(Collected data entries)
---------------
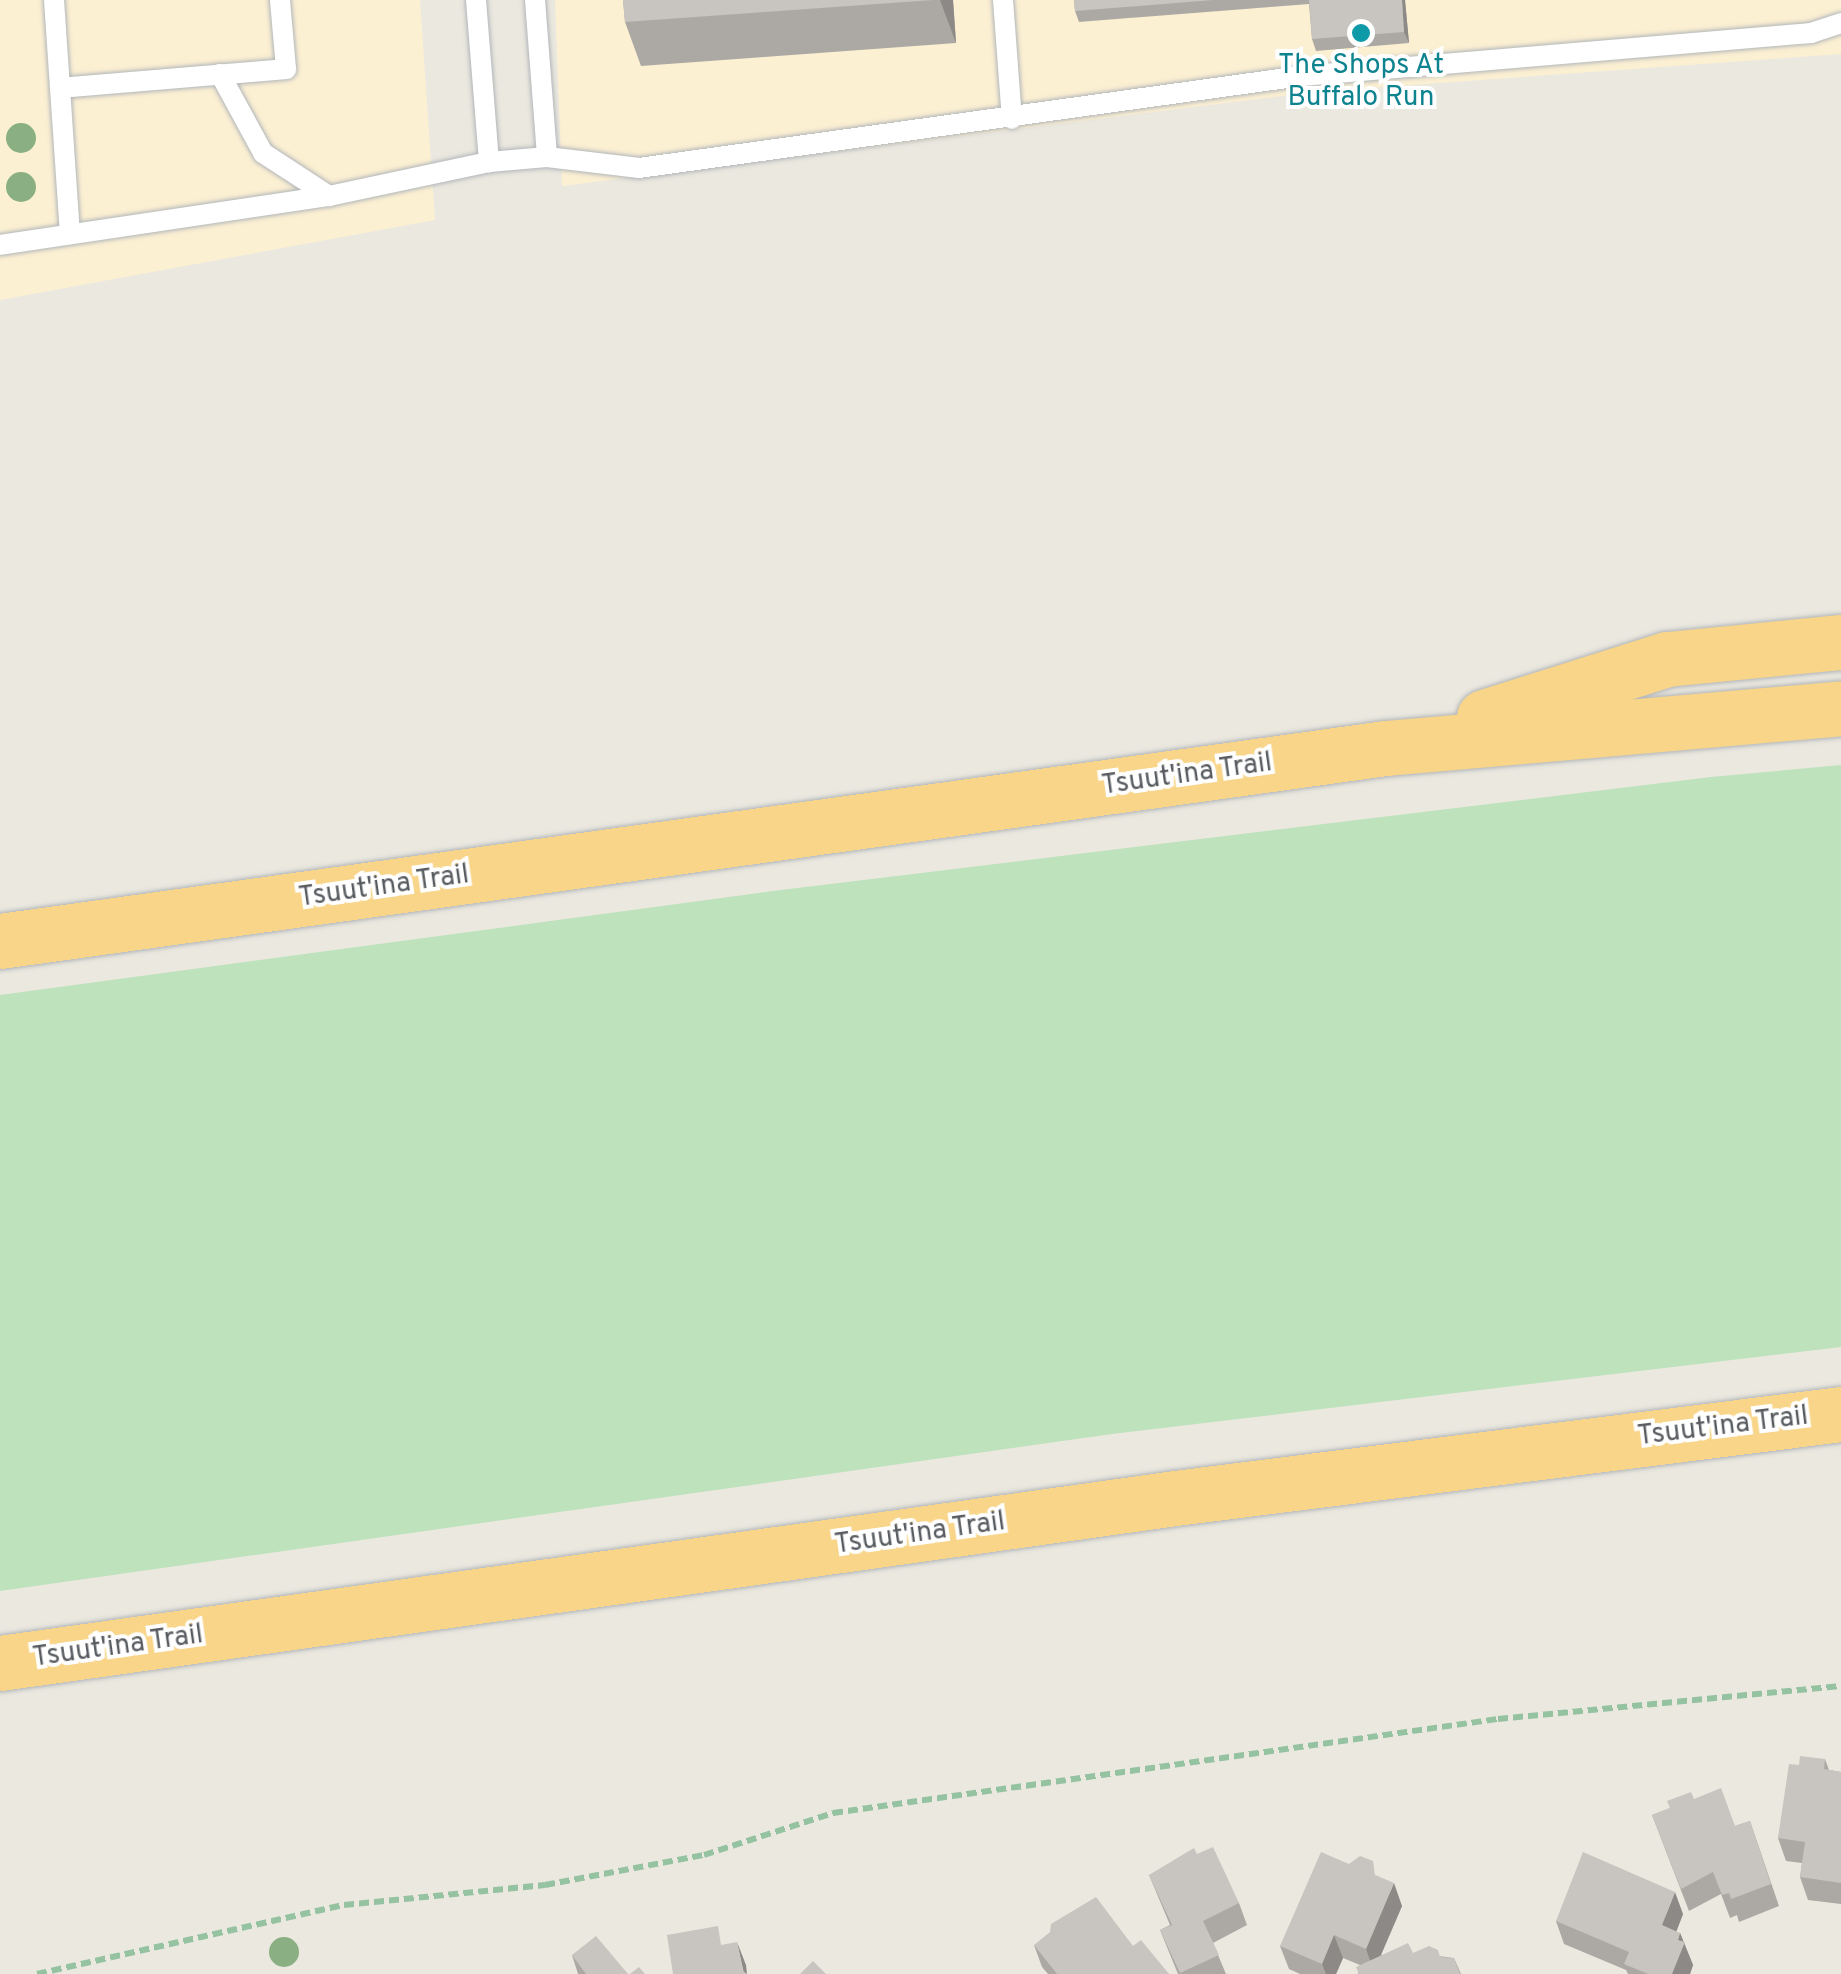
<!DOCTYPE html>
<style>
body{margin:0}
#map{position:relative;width:1841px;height:1974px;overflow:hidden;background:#ebe8df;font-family:Overpass,sans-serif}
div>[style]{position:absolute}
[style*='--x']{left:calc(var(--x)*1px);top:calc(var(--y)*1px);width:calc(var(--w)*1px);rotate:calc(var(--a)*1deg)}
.commercial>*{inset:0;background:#fcf0d3}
.green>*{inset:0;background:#bee2bc}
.path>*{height:6px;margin-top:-3px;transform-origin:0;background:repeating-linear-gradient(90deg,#95c2a0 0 10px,transparent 0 15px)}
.roads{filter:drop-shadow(0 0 2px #b2b6ba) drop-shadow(0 0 2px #b2b6ba)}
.service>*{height:20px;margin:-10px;padding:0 10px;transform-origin:10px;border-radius:10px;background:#fff}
.motorway>*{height:55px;margin:-27.5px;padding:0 27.5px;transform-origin:27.5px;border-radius:27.5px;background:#f8d589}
.trees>*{width:30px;height:30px;margin:-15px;border-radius:50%;background:#89af83}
.wall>*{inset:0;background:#aca9a4}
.shaded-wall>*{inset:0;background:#8c8986}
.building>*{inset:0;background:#c8c4bf}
.dots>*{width:28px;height:28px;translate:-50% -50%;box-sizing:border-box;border:5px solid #fff;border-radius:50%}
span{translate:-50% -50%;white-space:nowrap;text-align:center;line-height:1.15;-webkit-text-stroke:8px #fff;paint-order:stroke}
.culture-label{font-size:28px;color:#0d838f}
.street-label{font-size:28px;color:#585c60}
</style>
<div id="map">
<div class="commercial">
<div style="clip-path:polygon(0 0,420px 0,435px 220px,0 300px)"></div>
<div style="clip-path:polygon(555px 0,1841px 0,1841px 54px,1314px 92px,562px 186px)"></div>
</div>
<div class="green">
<div style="clip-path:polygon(1841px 765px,1841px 1347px,1112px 1434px,0 1591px,0 995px,781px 890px,1711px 777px)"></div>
</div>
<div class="path">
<div style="--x:37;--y:1974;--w:315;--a:-12.7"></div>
<div style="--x:344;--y:1905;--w:202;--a:-5.7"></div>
<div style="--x:545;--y:1885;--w:162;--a:-10.7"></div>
<div style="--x:704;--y:1855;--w:136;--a:-18"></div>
<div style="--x:833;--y:1813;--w:672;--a:-8.05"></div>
<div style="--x:1498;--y:1719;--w:345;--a:-5.5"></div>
</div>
<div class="roads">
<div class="service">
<div style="--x:54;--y:0;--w:233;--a:86.1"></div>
<div style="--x:476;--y:0;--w:163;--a:85.4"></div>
<div style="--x:535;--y:0;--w:157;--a:85.6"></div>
<div style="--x:1003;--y:0;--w:119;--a:85.7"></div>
<div style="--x:220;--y:74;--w:90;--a:61.4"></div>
<div style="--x:263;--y:153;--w:79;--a:33.1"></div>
<div style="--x:60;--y:88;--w:227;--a:-4.8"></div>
<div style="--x:286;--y:69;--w:69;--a:-95"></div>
<div style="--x:0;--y:245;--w:333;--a:-8.5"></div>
<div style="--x:329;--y:196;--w:164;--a:-12"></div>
<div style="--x:489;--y:162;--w:58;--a:-4.9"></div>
<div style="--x:547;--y:157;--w:93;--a:6.8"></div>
<div style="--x:639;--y:168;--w:668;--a:-7.91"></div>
<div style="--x:1301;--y:76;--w:512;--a:-4.82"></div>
<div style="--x:1811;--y:33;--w:32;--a:-18"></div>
</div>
<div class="motorway">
<div style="--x:1484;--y:717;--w:192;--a:-17.6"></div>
<div style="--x:1667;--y:659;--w:175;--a:-5.6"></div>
<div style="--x:0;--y:941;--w:1399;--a:-7.93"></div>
<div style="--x:1386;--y:748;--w:457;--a:-5"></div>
<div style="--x:0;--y:1663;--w:1187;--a:-7.99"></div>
<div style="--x:1175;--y:1498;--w:671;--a:-7.19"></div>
</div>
</div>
<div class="trees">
<div style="left:21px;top:138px"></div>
<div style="left:21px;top:187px"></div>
<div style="left:284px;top:1952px"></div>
</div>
<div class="wall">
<div style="clip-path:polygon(623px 0,953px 0,956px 43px,641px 66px,625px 22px)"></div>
<div style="clip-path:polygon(1074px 0,1405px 0,1409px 43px,1316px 51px,1312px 39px,1309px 4px,1079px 22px,1075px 11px)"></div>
<div style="clip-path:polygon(1825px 1759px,1829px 1770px,1841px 1772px,1841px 1904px,1808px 1900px,1800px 1877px,1802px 1863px,1786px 1861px,1778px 1838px,1799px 1765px)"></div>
<div style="clip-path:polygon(1694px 1799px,1735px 1826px,1750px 1821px,1779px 1906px,1739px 1922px,1737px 1915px,1730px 1918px,1721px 1894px,1689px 1911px,1652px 1815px)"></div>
<div style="clip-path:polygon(1197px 1854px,1239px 1903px,1247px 1925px,1213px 1943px,1226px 1974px,1178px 1974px,1160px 1930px,1170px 1925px,1149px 1875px)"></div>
<div style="clip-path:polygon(1378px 1876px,1402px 1906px,1381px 1955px,1413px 1953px,1454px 1958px,1461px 1974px,1358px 1974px,1360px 1965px,1343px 1958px,1336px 1974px,1300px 1974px,1289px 1969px,1280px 1946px)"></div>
<div style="clip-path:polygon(1683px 1914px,1676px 1932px,1680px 1933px,1693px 1965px,1690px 1974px,1628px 1974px,1626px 1970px,1564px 1944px,1556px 1921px)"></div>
<div style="clip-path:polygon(1034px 1945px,1133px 1946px,1169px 1974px,1048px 1974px,1042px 1967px)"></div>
<div style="clip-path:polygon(572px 1955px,628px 1974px,578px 1974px)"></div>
</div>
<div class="shaded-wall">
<div style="clip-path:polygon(940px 0,953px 0,956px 43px)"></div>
<div style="clip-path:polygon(1402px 0,1405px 0,1409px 43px,1404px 32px)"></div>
<div style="clip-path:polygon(1394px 1883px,1402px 1906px,1374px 1971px,1366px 1949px)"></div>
<div style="clip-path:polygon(1675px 1892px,1683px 1914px,1670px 1948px,1662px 1925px)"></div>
<div style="clip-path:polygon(1680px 1933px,1693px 1965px,1690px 1974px,1672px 1974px,1678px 1940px)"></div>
<div style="clip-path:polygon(1334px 1935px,1343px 1958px,1336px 1974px,1326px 1974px,1322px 1964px)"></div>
<div style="clip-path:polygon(737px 1942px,746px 1965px,747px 1974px,744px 1974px)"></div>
</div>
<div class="building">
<div style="clip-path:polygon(623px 0,933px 0,625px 22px)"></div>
<div style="clip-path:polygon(1074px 0,1213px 0,1075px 11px)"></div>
<div style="clip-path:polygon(1309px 0,1402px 0,1404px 32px,1312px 39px)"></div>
<div style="clip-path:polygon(1800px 1756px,1825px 1759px,1824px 1769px,1841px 1772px,1841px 1883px,1800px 1877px,1805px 1842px,1778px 1838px,1789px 1764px,1799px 1765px)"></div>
<div style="clip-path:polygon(1721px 1788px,1735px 1826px,1750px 1821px,1771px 1884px,1731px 1899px,1729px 1893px,1722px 1895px,1713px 1872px,1681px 1889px,1652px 1815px,1670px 1808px,1667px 1801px,1691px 1792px,1694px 1799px)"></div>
<div style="clip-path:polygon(1213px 1847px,1239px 1903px,1203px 1921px,1219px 1955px,1180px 1973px,1160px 1930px,1172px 1925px,1149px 1875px,1194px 1848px,1197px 1854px)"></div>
<div style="clip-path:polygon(1321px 1852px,1349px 1864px,1360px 1856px,1373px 1861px,1375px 1875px,1394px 1883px,1366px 1949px,1334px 1935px,1322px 1964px,1280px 1946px)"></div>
<div style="clip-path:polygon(1583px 1852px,1675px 1892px,1662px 1925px,1680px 1933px,1678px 1940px,1685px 1942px,1672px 1974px,1648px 1974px,1624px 1964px,1629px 1952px,1556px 1921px)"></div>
<div style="clip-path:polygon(1096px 1897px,1133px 1946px,1141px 1940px,1169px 1974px,1057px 1974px,1034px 1945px,1050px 1932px,1051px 1924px)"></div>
<div style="clip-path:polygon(718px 1926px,721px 1945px,737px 1942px,743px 1971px,747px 1974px,673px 1974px,667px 1935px)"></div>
<div style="clip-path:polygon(596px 1936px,628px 1974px,586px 1974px,572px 1955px)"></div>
<div style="clip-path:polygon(1408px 1943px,1413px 1953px,1429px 1946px,1438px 1950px,1440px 1957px,1454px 1958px,1460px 1974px,1359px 1974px,1356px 1967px)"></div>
<div style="clip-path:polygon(813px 1961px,826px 1974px,800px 1974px)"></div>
<div style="clip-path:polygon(639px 1967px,645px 1974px,630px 1974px)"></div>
</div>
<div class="dots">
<div style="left:1361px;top:33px;background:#0f9aa8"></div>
</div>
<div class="culture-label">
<span style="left:1361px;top:82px">The Shops At<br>Buffalo Run</span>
</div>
<div class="street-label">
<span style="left:1187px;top:775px;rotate:-8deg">Tsuut'ina Trail</span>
<span style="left:384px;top:887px;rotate:-8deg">Tsuut'ina Trail</span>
<span style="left:1723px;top:1427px;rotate:-7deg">Tsuut'ina Trail</span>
<span style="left:920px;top:1534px;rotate:-8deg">Tsuut'ina Trail</span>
<span style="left:118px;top:1647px;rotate:-8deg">Tsuut'ina Trail</span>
</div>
</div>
---------------
#### [Exercise directions]
No pictures should appear in the copy, which holds exactly the lines from the first line of the data through the line with "0 10px,transparent 0" and nothing else.

#### [Exercise answer]
<!DOCTYPE html>
<style>
body{margin:0}
#map{position:relative;width:1841px;height:1974px;overflow:hidden;background:#ebe8df;font-family:Overpass,sans-serif}
div>[style]{position:absolute}
[style*='--x']{left:calc(var(--x)*1px);top:calc(var(--y)*1px);width:calc(var(--w)*1px);rotate:calc(var(--a)*1deg)}
.commercial>*{inset:0;background:#fcf0d3}
.green>*{inset:0;background:#bee2bc}
.path>*{height:6px;margin-top:-3px;transform-origin:0;background:repeating-linear-gradient(90deg,#95c2a0 0 10px,transparent 0 15px)}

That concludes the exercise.